Project Description¶

Lego is a well-known brand worldwide, famous for its wide range of toys, popular movies, and successful video games. In this project, we will explore an important moment in Lego’s history: the introduction of licensed sets, such as Star Wars, Super Heroes, and Harry Potter.

The launch of Lego’s first licensed series, Star Wars, was very successful and led to many more collaborations with other popular themes. We will imagine that the partnerships team has asked us to analyze this success.

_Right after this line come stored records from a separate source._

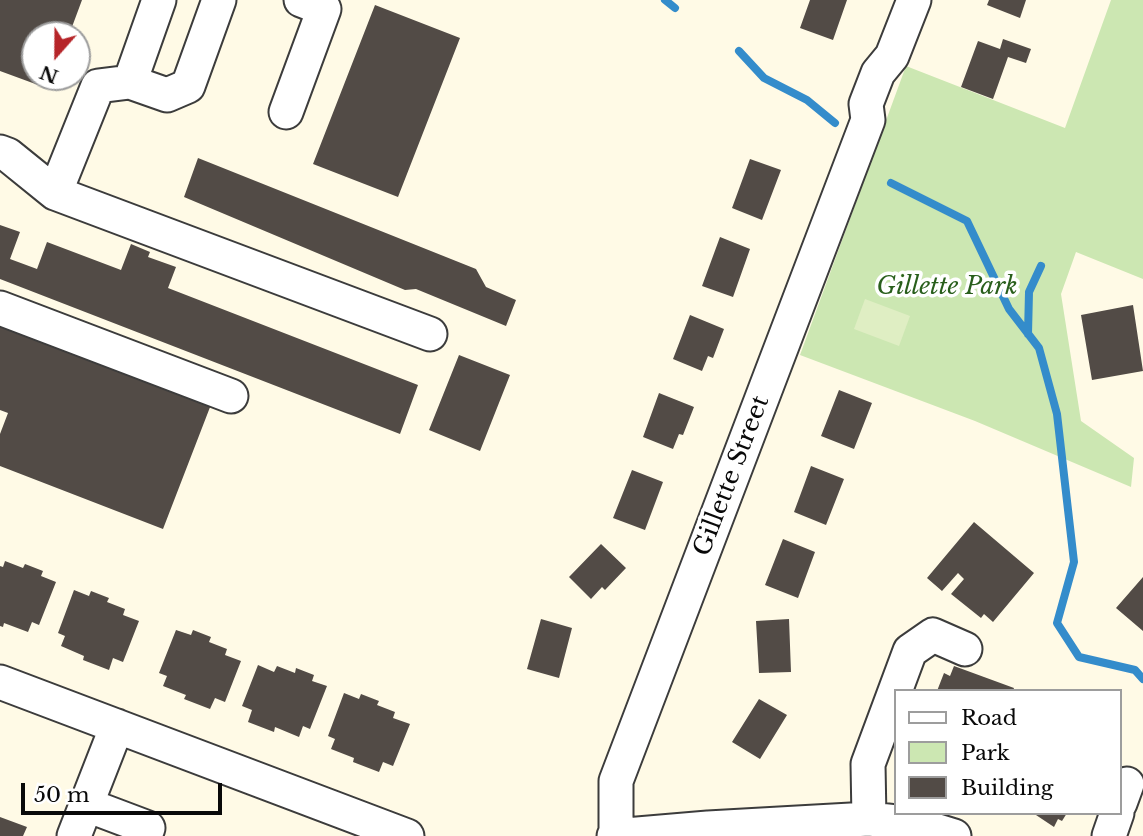 <!DOCTYPE html>
<style>
body{margin:0}
#map{position:relative;width:1143px;height:836px;overflow:hidden;background:#fffae6;font-family:"Libre Baskerville",serif}
canvas{display:block}
.legend{position:absolute;left:894px;top:689px;width:228px;height:126px;box-sizing:border-box;background:#fff;border:2px solid #9d9d9d;margin:0;padding:9px 12px;list-style:none;font-size:21px;color:#090909}
.legend li{display:flex;align-items:center;gap:14px;height:35px}
.legend b{width:35px;border:2px solid #9d9d9d}
.north{position:absolute;left:21px;top:21px;width:70px;height:70px;box-sizing:border-box;background:#fff;border:2px solid #9d9d9d;border-radius:50%;rotate:201deg;font-size:19px;font-weight:700;line-height:28px;text-align:center;color:#090909}
.north::after{content:'';display:block;margin:auto;width:24px;height:32px;background:#b62529;clip-path:polygon(50% 0,100% 100%,50% 72%,0 100%)}
.scale{position:absolute;left:21px;top:783px;width:201px;height:32px;box-sizing:border-box;border:4px solid #090909;border-top:0;padding-left:9px;font-size:21px;line-height:24px;white-space:nowrap;color:#090909;-webkit-text-stroke:5px #fff;paint-order:stroke}
</style>
<div id="map">
<canvas width="1143" height="836"></canvas>
<ul class="legend">
<li><b style="height:9px;background:#fff"></b>Road</li>
<li><b style="height:19px;background:#cce7b2"></b>Park</li>
<li><b style="height:19px;background:#524b46"></b>Building</li>
</ul>
<div class="north">N</div>
<div class="scale">50 m</div>
</div>
<script>
const g = document.querySelector('canvas').getContext('2d');
g.lineJoin = 'round';
function fill(path, color) {
  g.fillStyle = color;
  g.fill(path, 'evenodd');
}
function shape(rows) {
  const path = new Path2D();
  for (const r of rows) {
    path.moveTo(r[0], r[1]);
    for (let i = 2; i < r.length; i += 2) path.lineTo(r[i], r[i + 1]);
  }
  return path;
}
function trace(path, color, width, dash) {
  g.strokeStyle = color;
  g.lineWidth = width;
  g.lineCap = dash ? 'butt' : 'round';
  g.setLineDash(dash || []);
  g.stroke(path);
}
function write(font, color, halo, rows, align = 'center') {
  g.font = font + ' "Libre Baskerville",serif';
  g.lineWidth = 7;
  g.setLineDash([]);
  g.textBaseline = 'middle';
  g.strokeStyle = halo;
  g.fillStyle = color;
  for (const [text, x, y, turn = 0] of rows) {
    g.save();
    g.translate(x, y);
    g.rotate((+turn || 0) * Math.PI / 180);
    g.textAlign = isNaN(turn) ? turn : align;
    if (halo) g.strokeText(text, 0, 0);
    g.fillText(text, 0, 0);
    g.restore();
  }
}
fill(shape([
 [1111,0,1143,0,1143,279,1076,252,1061,294,1081,421,1134,458,1131,487,975,421,800,355,906,66,1065,128]
]), '#cce7b2');
fill(shape([
 [865,299,910,316,899,346,854,329]
]), '#dfeec3');
trace(shape([
 [665,0,675,8],
 [739,51,764,78,807,100,835,123],
 [891,183,967,221,1009,309,1039,348,1057,414,1074,562,1057,623,1079,657,1135,670,1143,679],
 [1028,334,1029,292,1041,266]
]), '#348ccb', 8);
fill(shape([
 [0,0,82,0,69,35,35,35,35,77,53,77,49,89,0,71],
 [810,0,847,0,833,40,800,28],
 [989,0,1026,0,1020,18,987,5],
 [375,5,460,38,398,197,313,164],
 [1003,39,1031,49,1026,63,1008,57,993,99,961,87,978,41,1000,49],
 [198,158,476,269,486,287,516,300,506,326,416,289,405,290,184,197],
 [750,159,781,170,762,220,732,208],
 [0,225,20,232,10,259,37,269,47,242,121,270,131,244,150,252,148,257,176,267,168,288,418,385,400,434,0,279],
 [720,237,750,249,733,297,702,286],
 [1133,305,1143,371,1092,380,1081,315],
 [690,315,724,329,713,358,708,356,702,371,673,359],
 [0,322,212,402,163,529,0,466,0,434,8,413,0,410],
 [459,355,510,375,480,451,429,430],
 [839,390,872,403,854,449,821,436],
 [659,393,694,407,683,435,679,434,673,449,643,437],
 [811,466,844,479,826,525,794,512],
 [632,470,663,482,645,530,613,518],
 [974,522,1034,573,993,622,984,614,981,618,951,594,964,579,958,573,942,591,927,578],
 [783,539,815,552,798,598,765,585],
 [601,544,626,568,605,590,602,587,591,599,569,577],
 [5,561,23,568,25,564,43,571,41,576,56,582,39,625,32,622,28,632,4,623,3,627,0,626,0,566,3,567],
 [1143,577,1143,631,1116,608],
 [74,590,89,596,91,591,109,598,107,602,125,609,123,615,139,621,123,662,113,658,109,670,83,660,84,656,61,646,65,636,58,633],
 [541,619,572,628,559,678,527,669],
 [789,619,791,672,759,673,756,621],
 [176,630,191,635,193,630,211,637,209,642,227,649,225,655,241,661,225,702,215,698,210,709,184,699,186,695,163,686,167,676,159,673],
 [258,665,274,672,277,666,295,673,296,668,314,675,312,681,327,686,310,729,303,726,299,737,275,727,274,732,248,722,252,710,242,706],
 [954,666,1014,688,1013,691,937,691,944,673,950,676],
 [344,693,359,699,361,694,379,701,377,705,395,712,393,718,410,724,393,766,383,762,379,772,353,762,354,758,331,749,335,739,328,736],
 [759,699,787,715,760,759,732,742],
 [1033,813,1067,813,1062,821,1058,819,1054,827],
 [0,817,27,827,23,836,0,836]
]), '#524b46');
const minor = shape([
 [130,82,159,0],
 [286,112,324,9,301,0],
 [0,152,8,155,55,193,430,334],
 [55,193,98,86,130,82,167,95,188,86,219,0],
 [0,308,231,396],
 [0,682,407,836],
 [1120,803,1127,784],
 [87,805,148,828,145,836],
 [869,819,868,764,910,651,933,635,965,649],
 [74,836,117,726],
 [614,836,708,828,869,819,915,824,954,836],
 [616,836,616,781,868,120,866,104,878,73,892,56,914,0],
 [1109,836,1117,813]
]);
trace(minor, '#3c3c3c', 37);
trace(minor, '#fff', 33);
write('italic 24px', '#295f1c', '#fff', [
 ["Gillette Park",947,287]
]);
write('24px', '#090909', '#fff', [
 ["Gillette Street",732,476,-69]
]);
</script>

Before we begin the analysis, we will review the descriptions of the two datasets we will use, shown below.

The Data¶

lego_sets.csv¶

Column	Description
`set_num`	A unique code for each Lego set. This is very important because a missing value means the set is a duplicate or invalid.
`name`	The name of the Lego set.
`year`	The year the set was released.
`num_parts`	The number of pieces in the set. This is not critical for our analysis, so missing values are okay.
`theme_name`	The name of the sub-theme the set belongs to.
`parent_theme`	The name of the main theme the set belongs to. This matches the `name` column in the parent_themes dataset.

parent_themes.csv¶

Column	Description
`id`	A unique code for each parent theme.
`name`	The name of the parent theme.
`is_licensed`	A Boolean value showing if the theme is licensed or not.

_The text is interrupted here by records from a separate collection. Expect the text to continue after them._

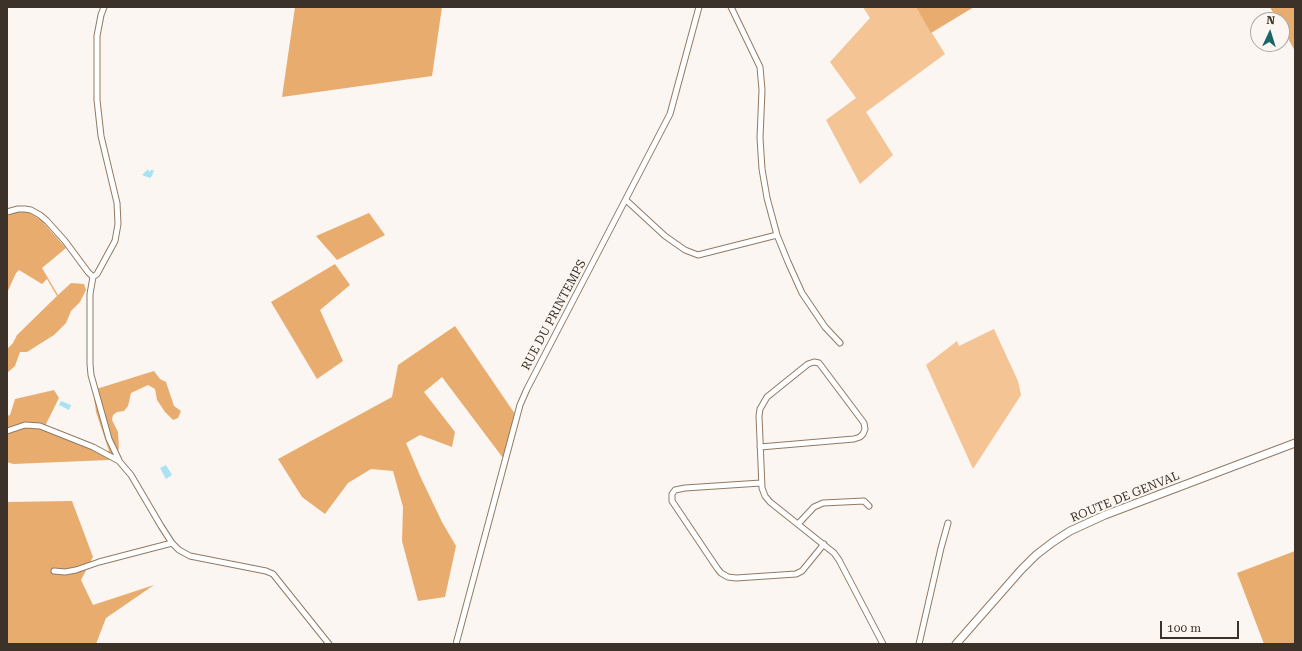 <!DOCTYPE html>
<style>
body{margin:0}
#map{position:relative;width:1302px;height:651px;overflow:hidden;background:#fbf6f1;font-family:"Roboto Serif",serif}
canvas{display:block}
.frame{position:absolute;inset:0;border:8px solid #3c3229;pointer-events:none}
.north{position:absolute;left:1250px;top:12px;width:40px;height:40px;box-sizing:border-box;background:#fbf6f1;border:1px solid #afa8a1;border-radius:50%;rotate:4deg;font-size:11px;font-weight:700;line-height:16px;text-align:center;color:#3c3229}
.north::after{content:'';display:block;margin:auto;width:14px;height:18px;background:#186666;clip-path:polygon(50% 0,100% 100%,50% 72%,0 100%)}
.scale{position:absolute;left:1160px;top:621px;width:79px;height:18px;box-sizing:border-box;border:2px solid #3c3229;border-top:0;padding-left:5px;font-size:12px;line-height:14px;white-space:nowrap;color:#3c3229;-webkit-text-stroke:3px #fbf6f1;paint-order:stroke}
</style>
<div id="map">
<canvas width="1302" height="651"></canvas>
<div class="frame"></div>
<div class="north">N</div>
<div class="scale">100 m</div>
</div>
<script>
const ctx = document.querySelector('canvas').getContext('2d');
ctx.lineJoin = 'round';
function fillPath(path, color) { ctx.fillStyle = color; ctx.fill(path, 'evenodd'); }
const toPath = rows => new Path2D(rows.map(r => 'M' + r).join(''));
function stroke(path, color, width, dash) { ctx.strokeStyle = color; ctx.lineWidth = width; ctx.lineCap = dash ? 'butt' : 'round'; ctx.setLineDash(dash || []); ctx.stroke(path); }
function write(font, color, halo, rows, align = 'center') {
  ctx.font = font + ' "Roboto Serif",serif'; ctx.lineWidth = 4; ctx.setLineDash([]); ctx.textBaseline = 'middle'; ctx.strokeStyle = halo; ctx.fillStyle = color; for (const [text, x, y, turn = 0] of rows) {
    ctx.save(); ctx.translate(x, y); ctx.rotate((+turn || 0) * Math.PI / 180); ctx.textAlign = isNaN(turn) ? turn : align; if (halo) ctx.strokeText(text, 0, 0); ctx.fillText(text, 0, 0); ctx.restore();
  }
}
fillPath(toPath([
 [863,7,916,7,945,54,866,112,893,155,860,184,826,120,856,98,830,62,870,18],
 [994,329,1018,381,1021,395,973,469,926,365,957,341,959,346]
]), '#f4c495');
fillPath(toPath([
 [295,7,442,7,432,76,282,97],
 [916,7,974,7,931,33],
 [1270,7,1295,7,1295,51,1282,28,1282,20,1277,20],
 [17,211,28,212,41,220,66,248,42,268,58,295,71,283,84,284,86,290,80,302,71,311,66,323,54,335,27,352,20,352,15,366,7,373,7,349,13,343,17,335,57,296,47,279,42,284,19,270,16,273,7,293,7,216],
 [369,213,385,235,337,260,316,236],
 [335,264,350,285,320,310,343,361,317,379,271,302],
 [455,326,515,414,503,458,442,377,424,392,455,432,452,447,420,435,406,443,421,478,442,522,456,546,445,597,418,601,402,541,403,507,393,471,371,469,348,483,325,514,302,497,278,459,392,397,398,365],
 [154,371,160,379,166,382,174,406,181,411,178,418,173,420,165,412,157,400,155,389,148,385,131,393,128,406,124,411,117,412,113,415,112,420,118,432,119,449,109,460,13,464,7,462,7,416,10,415,15,399,54,390,59,398,43,430,62,436,102,454,109,451,96,412,93,390],
 [72,501,93,557,81,580,93,605,154,585,106,618,96,644,7,644,7,502],
 [1295,551,1295,644,1264,644,1237,573]
]), '#e9ac6f');
fillPath(toPath([
 [148,169,149,172,151,170,154,170,152,176,150,178,142,175],
 [61,401,71,405,69,410,59,405],
 [166,465,172,475,166,479,160,468]
]), '#a9e1f5');
const minor = toPath([
 [731,7,760,67,762,90,760,138,762,169,767,198,777,235,788,262,802,293,825,327,840,343],
 [626,200,665,236,685,250,698,255,777,235],
 [7,212,18,209,25,209,31,210,40,215,47,221,65,241,88,272,93,277],
 [93,277,97,274,115,241,118,224,117,203,101,136,97,100,97,36,101,15,104,7],
 [93,277,90,294,90,364,91,375,109,439,119,460],
 [7,431,25,425,40,426,93,447,119,461,131,475,161,526,172,543,179,550,190,556,266,571,273,574,329,644],
 [760,447,854,439,860,437,863,434,865,429,864,423,819,363,814,362,808,364,767,397,760,409,759,416,762,488,765,496,770,502,834,553,839,560,883,644],
 [761,483,685,488,675,490,672,494,672,501,717,568,721,573,728,577,736,578,796,574,802,571,824,544],
 [798,524,814,507,823,503,864,501,869,506],
 [54,571,65,572,76,570,99,562,172,543],
 [456,644,520,405,527,389,670,114,699,7],
 [919,644,941,548,948,523]
]);
const secondary = toPath([
 [956,644,1021,570,1036,555,1053,542,1070,531,1105,515,1295,443]
]);
stroke(minor, '#917a64', 7);
stroke(secondary, '#917a64', 9);
stroke(minor, '#fff', 5);
stroke(secondary, '#fff', 7);
write('12px', '#3c3229', '#fbf6f1', [
 ["RUE DU PRINTEMPS",554,315,-62],
 ["ROUTE DE GENVAL",1125,497,-22]
]);
</script>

The Rebrickable dataset contains information about every Lego set ever sold, including set names and the bricks they contain. Although Lego bricks are small, this is a large and rich dataset. In this project, we will use this data along with the pandas library to explore the history of Lego’s licensed sets. We will also calculate what percentage of all licensed sets are themed around Star Wars.

This project will help us understand how licensed partnerships shaped Lego’s product line an contributed to its success.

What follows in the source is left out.